# TASK INSTRUCTIONS
From the line that contains "Quick job: Transcribe" through the line that contains "Annotation task. Serialize", output every line of the listing below exactly and leave out all the rest.
** Opening RECORDS FOR THIS EXERCISE block **
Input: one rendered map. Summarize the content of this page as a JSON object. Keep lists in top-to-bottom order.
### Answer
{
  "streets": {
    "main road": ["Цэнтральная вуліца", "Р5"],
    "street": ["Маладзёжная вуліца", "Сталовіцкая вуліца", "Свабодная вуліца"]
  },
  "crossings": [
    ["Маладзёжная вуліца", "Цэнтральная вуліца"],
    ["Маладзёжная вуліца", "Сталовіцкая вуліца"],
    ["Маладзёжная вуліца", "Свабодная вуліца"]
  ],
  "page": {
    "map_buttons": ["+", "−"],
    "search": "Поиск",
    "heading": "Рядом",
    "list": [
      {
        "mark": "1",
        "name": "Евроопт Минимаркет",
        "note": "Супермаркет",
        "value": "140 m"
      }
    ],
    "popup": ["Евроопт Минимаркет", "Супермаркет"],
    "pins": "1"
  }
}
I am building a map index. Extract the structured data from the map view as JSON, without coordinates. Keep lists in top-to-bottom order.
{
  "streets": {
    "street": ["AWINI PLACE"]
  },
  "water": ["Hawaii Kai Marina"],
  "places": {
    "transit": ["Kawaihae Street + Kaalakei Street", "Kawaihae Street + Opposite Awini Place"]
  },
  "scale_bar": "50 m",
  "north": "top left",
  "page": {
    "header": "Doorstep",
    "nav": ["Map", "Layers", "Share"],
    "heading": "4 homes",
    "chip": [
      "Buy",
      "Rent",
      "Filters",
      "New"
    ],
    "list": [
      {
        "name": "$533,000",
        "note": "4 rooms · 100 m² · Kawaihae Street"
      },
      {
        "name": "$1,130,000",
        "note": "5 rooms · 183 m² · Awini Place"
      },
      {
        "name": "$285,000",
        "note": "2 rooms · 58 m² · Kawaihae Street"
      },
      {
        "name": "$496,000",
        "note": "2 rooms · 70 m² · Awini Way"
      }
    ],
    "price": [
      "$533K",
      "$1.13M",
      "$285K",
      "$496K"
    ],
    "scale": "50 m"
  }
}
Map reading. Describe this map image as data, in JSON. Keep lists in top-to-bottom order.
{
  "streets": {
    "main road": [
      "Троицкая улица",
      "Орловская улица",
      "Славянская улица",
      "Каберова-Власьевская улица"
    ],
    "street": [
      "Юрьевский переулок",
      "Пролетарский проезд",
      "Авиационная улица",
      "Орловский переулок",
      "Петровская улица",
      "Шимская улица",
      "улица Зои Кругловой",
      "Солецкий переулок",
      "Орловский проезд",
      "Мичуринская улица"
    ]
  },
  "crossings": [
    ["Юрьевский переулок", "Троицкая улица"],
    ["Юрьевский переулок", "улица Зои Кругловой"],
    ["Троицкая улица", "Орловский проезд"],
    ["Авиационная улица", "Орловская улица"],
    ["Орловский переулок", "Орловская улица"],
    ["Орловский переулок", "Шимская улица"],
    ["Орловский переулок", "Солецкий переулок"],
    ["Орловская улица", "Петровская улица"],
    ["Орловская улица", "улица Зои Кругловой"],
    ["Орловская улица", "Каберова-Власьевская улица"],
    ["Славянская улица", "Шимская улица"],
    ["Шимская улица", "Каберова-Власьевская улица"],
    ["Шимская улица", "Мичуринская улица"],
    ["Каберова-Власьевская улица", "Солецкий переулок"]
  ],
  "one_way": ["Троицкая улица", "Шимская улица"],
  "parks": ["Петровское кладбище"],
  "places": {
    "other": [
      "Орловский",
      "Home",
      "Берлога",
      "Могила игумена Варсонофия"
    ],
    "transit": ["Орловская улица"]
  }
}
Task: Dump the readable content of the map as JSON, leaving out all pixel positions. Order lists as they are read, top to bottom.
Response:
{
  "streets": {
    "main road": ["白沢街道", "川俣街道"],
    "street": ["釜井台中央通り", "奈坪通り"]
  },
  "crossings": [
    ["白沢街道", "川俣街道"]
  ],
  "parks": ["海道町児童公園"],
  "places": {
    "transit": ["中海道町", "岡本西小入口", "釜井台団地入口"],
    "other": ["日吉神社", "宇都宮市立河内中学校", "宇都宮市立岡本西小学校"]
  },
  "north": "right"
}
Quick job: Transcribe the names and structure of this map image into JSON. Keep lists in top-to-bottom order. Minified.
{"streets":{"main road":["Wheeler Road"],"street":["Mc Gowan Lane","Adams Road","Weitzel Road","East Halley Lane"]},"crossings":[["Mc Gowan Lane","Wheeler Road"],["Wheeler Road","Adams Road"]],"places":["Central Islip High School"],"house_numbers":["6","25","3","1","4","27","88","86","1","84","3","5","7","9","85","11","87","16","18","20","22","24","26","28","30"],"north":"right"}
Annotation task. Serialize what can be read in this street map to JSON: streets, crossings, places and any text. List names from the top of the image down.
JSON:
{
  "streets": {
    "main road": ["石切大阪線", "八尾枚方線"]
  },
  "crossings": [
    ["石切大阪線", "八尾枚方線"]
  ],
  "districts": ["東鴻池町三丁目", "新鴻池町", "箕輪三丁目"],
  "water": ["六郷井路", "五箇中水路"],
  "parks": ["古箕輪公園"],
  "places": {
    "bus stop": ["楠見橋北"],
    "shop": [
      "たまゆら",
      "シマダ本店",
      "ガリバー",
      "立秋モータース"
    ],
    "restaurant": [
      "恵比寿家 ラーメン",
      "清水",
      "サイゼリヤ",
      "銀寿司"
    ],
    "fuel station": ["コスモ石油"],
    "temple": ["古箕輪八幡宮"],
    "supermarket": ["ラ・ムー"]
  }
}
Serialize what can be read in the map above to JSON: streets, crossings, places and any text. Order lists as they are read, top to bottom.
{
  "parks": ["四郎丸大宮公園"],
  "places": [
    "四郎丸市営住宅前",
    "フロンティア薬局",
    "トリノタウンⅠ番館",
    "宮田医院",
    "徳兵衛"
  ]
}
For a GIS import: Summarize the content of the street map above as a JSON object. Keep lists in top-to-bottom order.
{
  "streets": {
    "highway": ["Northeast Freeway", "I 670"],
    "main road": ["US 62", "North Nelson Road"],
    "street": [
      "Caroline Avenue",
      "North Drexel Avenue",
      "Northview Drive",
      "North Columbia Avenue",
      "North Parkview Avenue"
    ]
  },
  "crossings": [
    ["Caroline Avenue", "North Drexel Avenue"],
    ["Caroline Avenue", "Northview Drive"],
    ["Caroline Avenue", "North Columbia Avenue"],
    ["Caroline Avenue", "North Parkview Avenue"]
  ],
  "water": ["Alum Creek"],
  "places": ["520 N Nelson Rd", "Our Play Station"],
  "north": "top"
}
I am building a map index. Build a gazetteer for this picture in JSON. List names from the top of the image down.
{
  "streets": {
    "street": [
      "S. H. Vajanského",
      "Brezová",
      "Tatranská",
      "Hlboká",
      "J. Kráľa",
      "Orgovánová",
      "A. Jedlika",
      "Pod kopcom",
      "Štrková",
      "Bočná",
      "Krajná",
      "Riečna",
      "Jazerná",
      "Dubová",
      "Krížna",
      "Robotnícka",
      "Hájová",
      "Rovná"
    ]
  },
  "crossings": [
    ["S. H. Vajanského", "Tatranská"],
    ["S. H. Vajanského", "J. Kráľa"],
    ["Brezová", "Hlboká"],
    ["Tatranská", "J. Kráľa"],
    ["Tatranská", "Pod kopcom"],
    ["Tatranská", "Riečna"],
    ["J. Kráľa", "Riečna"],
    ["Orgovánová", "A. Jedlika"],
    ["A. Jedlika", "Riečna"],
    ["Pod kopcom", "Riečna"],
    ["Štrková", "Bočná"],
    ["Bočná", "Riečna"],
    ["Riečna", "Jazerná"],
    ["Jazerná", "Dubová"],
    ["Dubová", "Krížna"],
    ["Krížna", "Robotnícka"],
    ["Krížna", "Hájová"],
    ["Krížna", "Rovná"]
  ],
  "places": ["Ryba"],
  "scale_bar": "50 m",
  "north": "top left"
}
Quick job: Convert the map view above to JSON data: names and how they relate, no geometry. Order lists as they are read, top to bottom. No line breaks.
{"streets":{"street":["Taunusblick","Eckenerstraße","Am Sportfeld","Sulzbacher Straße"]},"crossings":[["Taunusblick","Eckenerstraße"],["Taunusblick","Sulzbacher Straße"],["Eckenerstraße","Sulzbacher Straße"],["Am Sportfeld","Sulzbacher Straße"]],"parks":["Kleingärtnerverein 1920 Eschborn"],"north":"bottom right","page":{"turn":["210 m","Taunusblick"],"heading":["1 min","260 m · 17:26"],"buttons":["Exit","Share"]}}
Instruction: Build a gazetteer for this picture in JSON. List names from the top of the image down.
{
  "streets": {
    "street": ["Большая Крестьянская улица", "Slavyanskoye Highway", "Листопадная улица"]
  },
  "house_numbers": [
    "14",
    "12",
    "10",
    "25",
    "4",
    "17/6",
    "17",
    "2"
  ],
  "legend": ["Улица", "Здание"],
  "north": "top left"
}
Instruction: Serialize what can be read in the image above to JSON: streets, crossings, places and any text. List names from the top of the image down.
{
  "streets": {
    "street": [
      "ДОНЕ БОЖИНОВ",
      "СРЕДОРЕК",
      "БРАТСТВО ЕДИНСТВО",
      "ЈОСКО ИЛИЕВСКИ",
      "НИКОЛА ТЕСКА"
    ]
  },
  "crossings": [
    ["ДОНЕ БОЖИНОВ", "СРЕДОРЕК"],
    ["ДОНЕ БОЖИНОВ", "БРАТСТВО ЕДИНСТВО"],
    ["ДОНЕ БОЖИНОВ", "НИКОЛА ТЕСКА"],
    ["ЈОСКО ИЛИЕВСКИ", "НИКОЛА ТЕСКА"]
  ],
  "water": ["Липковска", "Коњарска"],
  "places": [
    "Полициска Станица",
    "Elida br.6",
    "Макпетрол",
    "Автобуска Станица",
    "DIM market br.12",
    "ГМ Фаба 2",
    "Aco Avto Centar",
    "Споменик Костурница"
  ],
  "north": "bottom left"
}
** Closing RECORDS FOR THIS EXERCISE block **
# WRITTEN ANSWER
Quick job: Transcribe the names and structure of this map image into JSON. Keep lists in top-to-bottom order. Minified.
{"streets":{"main road":["Wheeler Road"],"street":["Mc Gowan Lane","Adams Road","Weitzel Road","East Halley Lane"]},"crossings":[["Mc Gowan Lane","Wheeler Road"],["Wheeler Road","Adams Road"]],"places":["Central Islip High School"],"house_numbers":["6","25","3","1","4","27","88","86","1","84","3","5","7","9","85","11","87","16","18","20","22","24","26","28","30"],"north":"right"}
Annotation task. Serialize what can be read in this street map to JSON: streets, crossings, places and any text. List names from the top of the image down.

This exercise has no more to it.